Les répercussions au Mali

2 En attendant de trouver une solution définitive, le gouvernement et les opérateurs économiques du Mali, à travers la Chambre de commerce et d’industrie de Bamako, ont rapidement réagi en mettant en place un plan opérationnel relatif aux échanges commerciaux et aux mouvements des populations victimes de la guerre.

Le nouveau plan opérationnel

3 Ce plan repose essentiellement sur :

  • un accès à de nouveaux ports pour l’importation et l’exportation de produits. Ceux d’Accra (au Ghana anglophone), de Lomé (au Togo), de Cotonou (au Bénin), de Conakry (en Guinée) et de Dakar (au Sénégal) sont de plus en plus sollicités pour recevoir les produits à destination et en provenance du Mali. Ce changement d’itinéraire implique une augmentation des coûts de transport, car les pays par lesquels les marchandises transitent appliquent une convention relative au Transit routier inter-Etats (TRIE). Cette convention impose le prélèvement d’une garantie sur les opérations de transit au niveau du cordon douanier. Les formalités de douane et de police se multiplient et les distances sont plus longues que celle de l’axe Abidjan-Bamako. La superposition des prélèvements renchérit mécaniquement les coûts d’approche. C’est dans ce cadre que les opérateurs économiques et le gouvernement malien ont sensibilisé les responsables des Etats respectifs sur la nécessité d’une collaboration plus dynamique dans la gestion des transactions. Ainsi les capacités des entrepôts maliens ont augmenté de 20 à 30 % et leurs conditions d’exploitation ont été révisées : dans certains cas, les frais d’entreposage ont été réduits. Pour l'année 2002, la récolte de coton malien transitera presque exclusivement par le port autonome de Lomé. En décembre, au moins 20 000 balles avaient déjà été expédiées sur Lomé ;
  • la recherche de solutions pour l’évacuation des marchandises stockées à Abidjan, où plus de 8 millions de tonnes de marchandises ont été bloquées. De nouveaux accords ont été signés pour leur transit à travers le Ghana puis le Burkina Faso. Le gouvernement malien, en accord avec ceux de la RCI et du Ghana, a pu ainsi acheminer une bonne partie de ces marchandises. Cependant les plus volumineuses sont restées au port d’Abidjan, du fait de l’augmentation du prix du transport. En conséquence, les stocks de riz et de sucre ont dû être vendus à d’autres opérateurs économiques vers d’autres destinations ;
  • la recherche de nouvelles sources d’approvisionnement en hydrocarbures et matériaux de construction.
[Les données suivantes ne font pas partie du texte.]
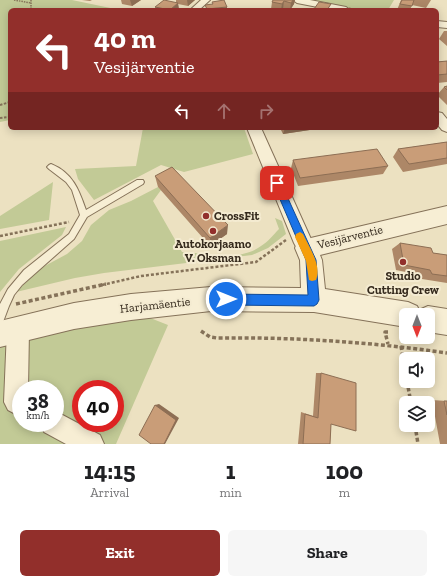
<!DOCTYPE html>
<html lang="en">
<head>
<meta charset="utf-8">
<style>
	:root { --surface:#fff; --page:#f6f6f6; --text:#202124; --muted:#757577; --accent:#922f2b }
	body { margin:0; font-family:"Zilla Slab",serif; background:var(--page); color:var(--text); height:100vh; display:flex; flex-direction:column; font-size:15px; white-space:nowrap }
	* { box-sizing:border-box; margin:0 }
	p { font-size:13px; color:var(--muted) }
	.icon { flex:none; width:22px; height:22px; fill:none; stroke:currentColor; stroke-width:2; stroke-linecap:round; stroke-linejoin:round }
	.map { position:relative; height:444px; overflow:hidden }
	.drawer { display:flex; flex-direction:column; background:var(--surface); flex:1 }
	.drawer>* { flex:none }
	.banner { position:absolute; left:8px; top:8px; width:431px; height:122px; border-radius:6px; box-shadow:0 2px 10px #0003; background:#922f2b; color:#fff; overflow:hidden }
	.needle { width:26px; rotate:180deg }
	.fabs { position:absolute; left:399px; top:308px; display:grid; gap:8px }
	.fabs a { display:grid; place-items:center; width:36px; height:36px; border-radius:6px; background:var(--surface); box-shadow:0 2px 10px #0003; font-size:20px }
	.speed { position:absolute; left:12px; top:380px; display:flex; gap:8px; font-size:20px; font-weight:700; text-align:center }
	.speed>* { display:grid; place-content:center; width:52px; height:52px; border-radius:50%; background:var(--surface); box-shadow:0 2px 10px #0003; line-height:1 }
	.speed small { font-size:10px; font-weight:400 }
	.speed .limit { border:6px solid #d22; background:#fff; color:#111 }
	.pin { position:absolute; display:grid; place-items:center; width:34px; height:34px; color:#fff; margin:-17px; border-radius:8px; box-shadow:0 2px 6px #0006 }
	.me { position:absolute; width:44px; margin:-22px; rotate:90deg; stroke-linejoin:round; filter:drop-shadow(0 0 3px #0008) }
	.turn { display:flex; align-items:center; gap:14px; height:84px; padding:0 20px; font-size:18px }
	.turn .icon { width:52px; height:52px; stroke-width:2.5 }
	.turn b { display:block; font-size:28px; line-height:34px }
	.lanes { display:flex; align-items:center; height:38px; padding:0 20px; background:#0003; justify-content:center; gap:20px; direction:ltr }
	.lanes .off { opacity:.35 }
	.eta { display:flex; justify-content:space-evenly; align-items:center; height:68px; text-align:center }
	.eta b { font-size:24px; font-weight:700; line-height:28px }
	.action { display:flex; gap:8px; margin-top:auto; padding:8px 20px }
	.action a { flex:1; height:46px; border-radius:6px; background:var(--accent); color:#fff; font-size:16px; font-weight:700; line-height:46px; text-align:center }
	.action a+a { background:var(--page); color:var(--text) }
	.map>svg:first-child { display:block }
	.green { fill:#c2ca96; fill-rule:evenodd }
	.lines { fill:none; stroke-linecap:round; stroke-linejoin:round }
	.service-casing { stroke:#857259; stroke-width:2 }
	.minor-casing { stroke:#857259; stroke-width:2 }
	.tertiary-casing { stroke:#857259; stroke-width:2 }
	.path-far3 { stroke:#857259; stroke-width:1.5; stroke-dasharray:1.5 1; stroke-linecap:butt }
	.path-far2 { stroke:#857259; stroke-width:2; stroke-dasharray:2.5 1.5; stroke-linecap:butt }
	.path-far1 { stroke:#857259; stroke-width:2.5; stroke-dasharray:3 2; stroke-linecap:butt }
	.path { stroke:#857259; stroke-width:3.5; stroke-dasharray:4 2.5; stroke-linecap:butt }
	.service { fill:#f7eed4; fill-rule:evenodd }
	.minor { fill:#f7eed4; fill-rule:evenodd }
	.tertiary { fill:#f7eed4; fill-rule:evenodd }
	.wall { fill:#ad8767 }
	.shaded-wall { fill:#8d6e54 }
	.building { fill:#c99d78; stroke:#8d6e54 }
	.route { fill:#1a73e8; stroke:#114b97 }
	.slow { fill:#f59e0b }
	.poi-dot { fill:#922f2b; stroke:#f4ebd1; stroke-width:1.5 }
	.labels { text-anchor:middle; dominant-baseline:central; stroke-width:4; stroke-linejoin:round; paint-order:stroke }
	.poi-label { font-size:12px; font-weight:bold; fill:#352a1d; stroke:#f4ebd1 }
	.street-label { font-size:12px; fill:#352a1d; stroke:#f4ebd1 }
</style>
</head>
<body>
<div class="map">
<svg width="447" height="444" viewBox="0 0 447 444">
	<rect width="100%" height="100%" fill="#ece1c1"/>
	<path class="green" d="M0 0H72L120 10H10V120L0 122Z
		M305 0H394L388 10H346Z
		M143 128H244L253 154 184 172 161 165 94 200 78 179 75 169 136 166Z
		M53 182 49 220 0 229V216Z
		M158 187 161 190 153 201 182 252C207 253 239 262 261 246 268 242 273 235 279 229L275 218 282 221 286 234 268 248 252 255 104 273 75 278 16 292 41 268 67 254 82 241 91 225 109 210 131 201Z
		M66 227 62 235 19 269 0 292V241Z
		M130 310 168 325 116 444H0V334ZM21 389H55V423H21ZM81 389H115V423H81Z"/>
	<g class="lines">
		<g class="service-casing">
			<path id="service" d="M51 164C73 173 79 190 86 210L137 180H143L144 182 143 184 87 217 74 239 22 285 14 295 9 306 3 322 0 324V304L8 289 24 270 69 234 80 215 72 190 66 182 49 169 47 167 49 165Z"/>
		</g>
		<g class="minor-casing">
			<path id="minor" d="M201 0H210L199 10H190Z
				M293 0H310L346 7 350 10H333L297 3Z
				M437 21 447 22V28L437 27Z
				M437 112 442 113 447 119V132L442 130 437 124Z
				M247 128H261L315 248 312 254 306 256 300 254 294 243Z
				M18 319 25 323 29 330 28 389H21V417L8 410 4 402 7 330 11 323Z
				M55 411 100 435 104 444H66L44 432 41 423H55Z"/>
		</g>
		<g class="tertiary-casing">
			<path id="tertiary" d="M447 206V224L320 255 322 260 325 289 408 302 417 306 419 310 428 306 447 309V335L428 332V315H406V327L314 312 211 311 131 320 74 329 0 347V321L74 303 131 294 211 287 301 288 300 260 295 248 298 241Z"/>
		</g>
		<path class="path-far3" d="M14 0 31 3
			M31 0V10"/>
		<path class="path-far2" d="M0 105 10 102
			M0 118 10 117"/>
		<path class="path-far1" d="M0 236 69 222
			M102 285 141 276 256 262 286 240"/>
		<path class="path" d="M16 304 106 284
			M201 331 210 337 217 338C294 337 371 342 447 353
			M388 332H385L388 344
			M401 346 406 376
			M407 381 411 403
			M415 425 418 444"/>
		<use href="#service" class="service"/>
		<use href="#minor" class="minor"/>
		<use href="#tertiary" class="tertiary"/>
	</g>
	<path class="wall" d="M82 0H92L90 1Z
		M121 0H141L132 6 122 4Z
		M176 0H195L188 6 178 4 179 10H156L155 7 176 3Z
		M295 0 294 4 290 10 283 9 282 10 271 9 272 2Z
		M401 0H431L426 8 412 5 410 10H397Z
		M444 31H447V46L439 39Z
		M447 61V82L437 83V62Z
		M447 86V105L437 95 444 87Z
		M280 128H323L283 134Z
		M395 128H412L397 130Z
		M447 142V164L403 172 393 157 398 149Z
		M293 160 388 166 383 174 298 186 291 168Z
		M155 176 227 234 210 246 158 187Z
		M400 243 433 253 447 255V283L422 279 421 275 396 270 392 249Z
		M316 373H321L331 424 330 444H298L301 412 313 416Z
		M432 400 447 401V444H440Z"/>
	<path class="shaded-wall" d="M130 0H141L132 6Z
		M187 0H195L188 6Z
		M293 0H295L294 4 290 10 291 3Z
		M284 1 283 9 281 10 282 4Z
		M178 3 179 10H170Z
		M227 7V10H207V9Z
		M285 128H323L283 134Z
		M228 225 227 234 210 246V238Z
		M159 404 179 418 165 444H164L155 405Z"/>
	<path class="building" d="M164 0 178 3 170 10 155 7Z
		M224 0 227 7 207 9 205 5 213 4 212 2Z
		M273 0H293L291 3 284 1 282 4 272 2Z
		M402 0H414L412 6 400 4Z
		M319 2 331 4 327 10H320L314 9Z
		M349 8 359 10H348Z
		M447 61V74L437 75V69L438 68 437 62Z
		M447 86V90L444 87Z
		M447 142V158L409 164 398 149Z
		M377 149 388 166 300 178 293 160Z
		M172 167 228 225 210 238 155 176Z
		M400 243 431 248 433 253 447 255V276L432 274 430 270 404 265Z
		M321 373 356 383V431L331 424 330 444H303L305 414 318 418Z
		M444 401H447V415Z
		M155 405 176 420 164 444H151L139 435Z"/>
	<path class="route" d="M277 180 281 183 316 260 319 300 317 304 314 306 226 305 223 303 221 299 223 296 226 294 308 295 306 260 273 183Z"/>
	<path class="slow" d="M300 232 303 234C309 247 322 265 316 280L312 281 309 280 306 261 295 237 296 234Z"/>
	<g class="poi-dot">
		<circle cx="206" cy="216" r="4"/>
		<circle cx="213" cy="231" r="4"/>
		<circle cx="403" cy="262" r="4"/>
	</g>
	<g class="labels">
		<g class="poi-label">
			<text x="214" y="216" text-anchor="start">CrossFit</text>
			<text x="213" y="244">Autokorjaamo<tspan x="213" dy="14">V. Oksman</tspan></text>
			<text x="403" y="276">Studio<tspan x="403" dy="14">Cutting Crew</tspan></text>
		</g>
		<g class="street-label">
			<text transform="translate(350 237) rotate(-14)">Vesijärventie</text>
			<text transform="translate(155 305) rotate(-6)">Harjamäentie</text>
		</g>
	</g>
</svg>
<div class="fabs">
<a><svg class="needle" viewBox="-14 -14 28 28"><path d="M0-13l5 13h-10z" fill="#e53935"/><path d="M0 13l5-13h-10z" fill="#757577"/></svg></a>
<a><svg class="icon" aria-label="sound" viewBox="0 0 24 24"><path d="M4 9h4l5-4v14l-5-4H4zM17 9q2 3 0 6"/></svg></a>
<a><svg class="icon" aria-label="layers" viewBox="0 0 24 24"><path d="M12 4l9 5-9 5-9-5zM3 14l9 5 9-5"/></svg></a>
</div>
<div class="speed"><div>38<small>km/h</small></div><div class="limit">40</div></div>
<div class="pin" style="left:277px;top:183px;background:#d93025"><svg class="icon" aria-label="arrive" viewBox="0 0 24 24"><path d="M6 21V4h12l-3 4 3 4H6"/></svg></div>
<svg class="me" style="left:226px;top:299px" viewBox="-20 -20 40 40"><circle r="17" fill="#1a73e8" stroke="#fff" stroke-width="3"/><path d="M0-11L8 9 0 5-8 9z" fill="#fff"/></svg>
<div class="banner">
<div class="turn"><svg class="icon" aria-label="left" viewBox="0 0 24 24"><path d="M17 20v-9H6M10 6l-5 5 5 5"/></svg><div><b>40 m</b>Vesijärventie</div></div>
<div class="lanes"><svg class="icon" aria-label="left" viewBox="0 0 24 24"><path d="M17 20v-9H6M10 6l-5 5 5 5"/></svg><svg class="icon off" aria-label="ahead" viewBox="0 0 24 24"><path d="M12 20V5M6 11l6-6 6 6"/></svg><svg class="icon off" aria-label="right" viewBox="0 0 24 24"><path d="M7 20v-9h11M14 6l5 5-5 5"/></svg></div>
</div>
</div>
<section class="drawer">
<div class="eta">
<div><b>14:15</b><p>Arrival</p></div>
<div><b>1</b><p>min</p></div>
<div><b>100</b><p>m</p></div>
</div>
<div class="action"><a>Exit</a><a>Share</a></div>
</section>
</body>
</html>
Le Mali n’ayant pas une grande capacité de stockage d’hydrocarbures, qui sont des produits très sensibles, toute rupture d'approvisionnement en carburant pour les transports ou pour l'éclairage (pétrole lampant) peut très vite être ressentie. De nouveaux fournisseurs se sont présentés, en particulier sur les axes Mali-Sénégal et Mali-Togo. L’approvisionnement en hydrocarbures est désormais assuré sur l’axe Lomé-Ouagadougou, déjà opérationnel avant la crise ivoirienne. Des mesures attractives ont été prises pour inciter les opérateurs à l’utiliser. Par ailleurs, l’axe Dakar-Bamako a été renforcé de sorte que les inquiétudes à ce niveau ont été levées. L’approvisionnement en carburant pour les avions gros porteurs a cependant connu une rupture. Il a été rapidement rétabli par Lomé. Quant à l’axe Guinée-Mali, il reste peu utilisé pour ce type de produits à cause du mauvais état de la route ;
  • le retour des immigrés maliens résidant en RCI, où vivaient plus de 2 millions de nationaux. La situation actuelle étant très difficile à supporter, beaucoup ont décidé de rentrer. L’affluence est énorme. Des villes comme Sikasso, Zégoua et Kadiolo se sont mises à regorger de milliers de réfugiés, de nationalité malienne mais également originaires de toute la sous-région (ivoiriens, guinéens, burkinabè et, dans une moindre mesure, sénégalais et mauritaniens). Tout laisse à croire que ces populations non maliennes sont en transit. Pourtant aucun déplacement organisé vers d’autres pays n’a été observé. Il est donc probable que certains réfugiés trouveront une nouvelle terre d’asile au Mali.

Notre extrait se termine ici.